Purpose: To investigate the possible association between glutathione S-transferase GSTM1, GSTM3, GSTT1, and GSTP1 polymorphism and the occurrence of age-related cataracts in Estonian patients.
Methods: Patients with cortical (155), nuclear (77), posterior subcapsular (120), mixed type (151) of senile cataract and control individuals (202) were phenotyped for GSTM1 and GSTT1 by enzyme-linked immunosorbent assay and genotyped for GSTM3 and GSTP1 by polymerase chain reaction.

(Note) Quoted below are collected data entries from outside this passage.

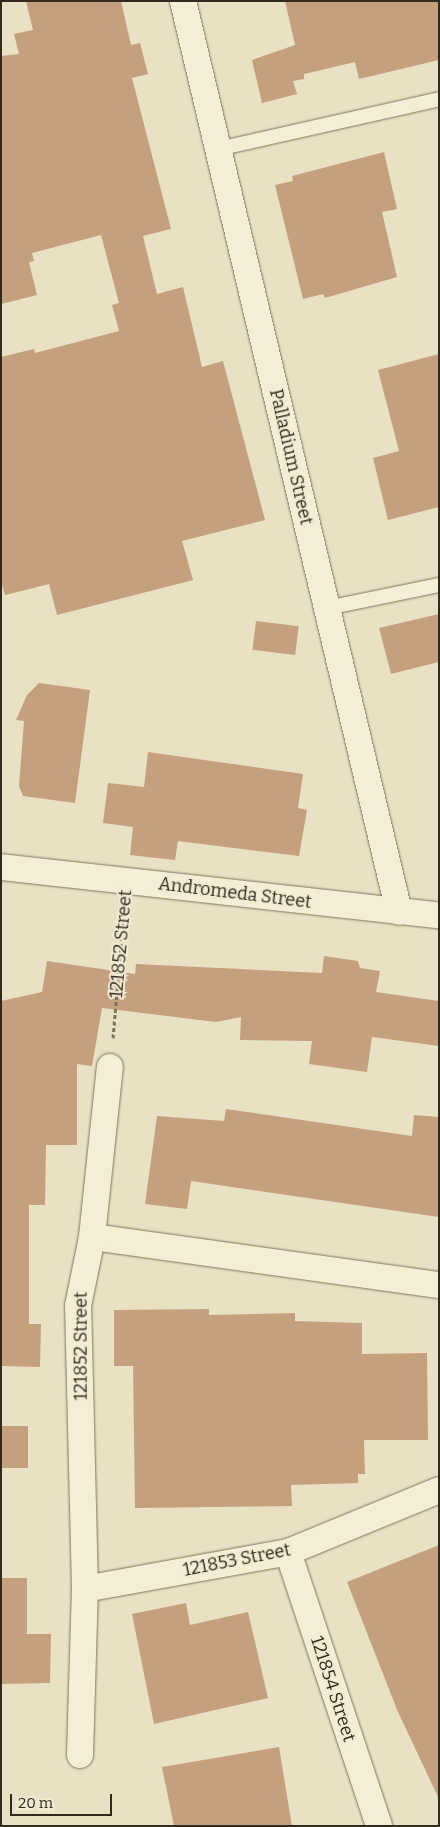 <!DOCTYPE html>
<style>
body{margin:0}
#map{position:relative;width:440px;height:1827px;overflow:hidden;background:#e9e1c4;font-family:Bitter,serif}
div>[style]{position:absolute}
.building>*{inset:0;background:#c4a07d;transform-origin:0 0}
.path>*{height:3px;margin-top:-1.5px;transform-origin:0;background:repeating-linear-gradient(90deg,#82735c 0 4px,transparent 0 6.5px)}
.roads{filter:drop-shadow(0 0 1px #82735c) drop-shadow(0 0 1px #82735c)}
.service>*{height:14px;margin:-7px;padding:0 7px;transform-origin:7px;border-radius:7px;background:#f5eed6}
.minor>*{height:26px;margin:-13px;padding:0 13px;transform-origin:13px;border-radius:13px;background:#f5eed6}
span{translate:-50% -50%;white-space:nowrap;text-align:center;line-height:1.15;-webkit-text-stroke:4px #f1ebd3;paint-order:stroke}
.street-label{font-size:18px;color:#332a1f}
.frame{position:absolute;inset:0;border:2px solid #332a1f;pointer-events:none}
.scale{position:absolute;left:10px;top:1794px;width:102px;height:22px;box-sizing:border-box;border:2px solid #332a1f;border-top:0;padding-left:6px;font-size:15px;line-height:18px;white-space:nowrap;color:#332a1f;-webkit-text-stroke:4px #f1ebd3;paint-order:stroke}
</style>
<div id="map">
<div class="building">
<i style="clip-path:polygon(26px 1px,121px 1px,131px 45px,140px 43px,148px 74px,132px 78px,171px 229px,143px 236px,157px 294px,183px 287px,202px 367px,223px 361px,265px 520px,182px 541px,193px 580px,57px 615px,49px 584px,5px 595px,1px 581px,1px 357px,34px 349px,35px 353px,119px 331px,112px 305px,119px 303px,101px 235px,32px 253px,34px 261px,29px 262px,37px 295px,1px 304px,1px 56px,19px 54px,14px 34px,33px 30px)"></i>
<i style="clip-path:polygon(285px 1px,439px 1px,439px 60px,359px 79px,355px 62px,304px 74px,304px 79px,293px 81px,297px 94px,262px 103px,252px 60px,295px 45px)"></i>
<i style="clip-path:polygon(384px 152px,397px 209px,382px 212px,397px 277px,325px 298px,323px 294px,303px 299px,275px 185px,293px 181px,292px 176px)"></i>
<i style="clip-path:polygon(439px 354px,439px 507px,388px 520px,373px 458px,399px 451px,378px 370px)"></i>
<i style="clip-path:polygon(439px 614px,439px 662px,391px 674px,379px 628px)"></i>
<i style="left:256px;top:621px;width:43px;height:29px;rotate:7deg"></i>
<i style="clip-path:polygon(39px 683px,90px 690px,75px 803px,23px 796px,19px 786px,24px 721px,16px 720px,27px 695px)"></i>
<i style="clip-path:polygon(148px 752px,303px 774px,298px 808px,307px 810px,299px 856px,178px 841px,175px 860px,130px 855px,133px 827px,103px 823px,108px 783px,144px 787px)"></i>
<i style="clip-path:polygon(324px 956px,358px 961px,360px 968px,380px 971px,376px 992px,439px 1001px,439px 1046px,372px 1037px,367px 1072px,309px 1064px,312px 1041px,240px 1040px,241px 1017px,216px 1022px,102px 1008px,92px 1066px,77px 1064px,77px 1145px,46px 1145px,45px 1205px,29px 1205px,29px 1324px,41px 1324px,40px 1367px,1px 1366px,1px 1001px,42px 992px,47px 961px,135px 974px,136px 964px,322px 973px)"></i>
<i style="clip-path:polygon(226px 1109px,412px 1136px,414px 1115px,439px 1117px,439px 1217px,191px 1181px,187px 1209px,145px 1204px,157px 1116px,224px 1121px)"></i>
<i style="clip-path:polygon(209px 1309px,209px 1315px,295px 1313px,295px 1321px,362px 1323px,362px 1354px,427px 1353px,428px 1440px,364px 1440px,365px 1474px,358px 1474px,358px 1483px,291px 1485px,292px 1506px,135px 1508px,133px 1366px,114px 1366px,114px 1310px)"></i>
<i style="left:1px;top:1426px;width:27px;height:42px"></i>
<i style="clip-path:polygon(439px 1545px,439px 1799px,398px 1712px,347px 1582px)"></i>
<i style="clip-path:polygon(1px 1578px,27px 1578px,27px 1634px,51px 1634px,50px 1683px,1px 1684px)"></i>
<i style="clip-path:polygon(186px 1603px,190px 1625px,248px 1612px,268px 1698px,154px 1724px,132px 1614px)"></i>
<i style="clip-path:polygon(279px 1747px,292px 1826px,174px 1826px,162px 1767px)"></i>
</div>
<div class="path">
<i style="left:113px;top:1038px;width:126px;rotate:-85deg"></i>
</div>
<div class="roads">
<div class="service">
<i style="left:218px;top:149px;width:227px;rotate:-12.7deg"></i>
<i style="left:327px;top:608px;width:114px;rotate:-11.6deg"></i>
</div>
<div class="minor">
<i style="left:183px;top:1px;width:936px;rotate:76.66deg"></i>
<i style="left:1px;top:867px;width:441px;rotate:6.3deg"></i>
<i style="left:92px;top:1237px;width:350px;rotate:7.9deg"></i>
<i style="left:288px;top:1552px;width:289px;rotate:71.6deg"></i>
<i style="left:85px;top:1589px;width:206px;rotate:-10.3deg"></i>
<i style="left:288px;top:1552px;width:163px;rotate:-22.3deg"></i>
<i style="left:80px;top:1755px;width:166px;rotate:-88.3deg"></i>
<i style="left:85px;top:1589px;width:283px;rotate:-91.4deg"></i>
<i style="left:78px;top:1306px;width:70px;rotate:-78.5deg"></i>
<i style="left:92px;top:1237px;width:171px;rotate:-84deg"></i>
</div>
</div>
<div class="street-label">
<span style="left:291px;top:457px;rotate:77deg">Palladium Street</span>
<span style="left:235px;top:893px;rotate:7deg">Andromeda Street</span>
<span style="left:121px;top:944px;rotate:-85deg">121852 Street</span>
<span style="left:81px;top:1346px;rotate:-90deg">121852 Street</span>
<span style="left:237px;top:1560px;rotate:-11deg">121853 Street</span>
<span style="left:333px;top:1689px;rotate:72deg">121854 Street</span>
</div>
<div class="frame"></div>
<div class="scale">20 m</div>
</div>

Results: The frequency of the GSTM1-positive phenotype was significantly higher in the cortical cataract group (60.6%) than in the controls (45.0%) with odds ratio of 1.88 (95% CI, 1.23-2.94; P = 0.004). The cortical cataract risk associated with the GSTM1-positive phenotype was increased in carriers of the combined GSTM1-positive/GSTT1-positive phenotype (OR = 1.99; 95% CI, 1.30-3.11; P = 0.002) and the GSTM1-positive/GSTM3 AA genotype (OR = 2.28; 95% CI, 1.51-3.73; P < 0.001). The highest risk of cortical cataract was observed in patients having all three susceptible genotypes (OR = 2.56; 95% CI, 1.59-4.11; P < 0.001). Also, a significant interaction between the presence of the GSTP1* A allele and cortical cataract was found with prevalence of the GSTP1* A allele among the cortical cataract cases compared with the controls. Ninety-five percent of subjects with cortical cataract had the GSTP1 (AA, AB, or AC) genotype, whereas in controls 87% of persons had a genotype with GSTP1*A allele (OR = 3.1; 95% CI, 1.31-7.35; P = 0.007). In contrast to the GSTP1*A allele, the presence of the GSTP1*B allele in one or two copies leads to decreased cortical cataract risk (OR = 0.09 for GSTP1 BB genotype). CONCLUSIONS. The GSTM1-positive phenotype as well as the presence of the GSTP1*A allele may be a genetic risk factor for development of cortical cataract.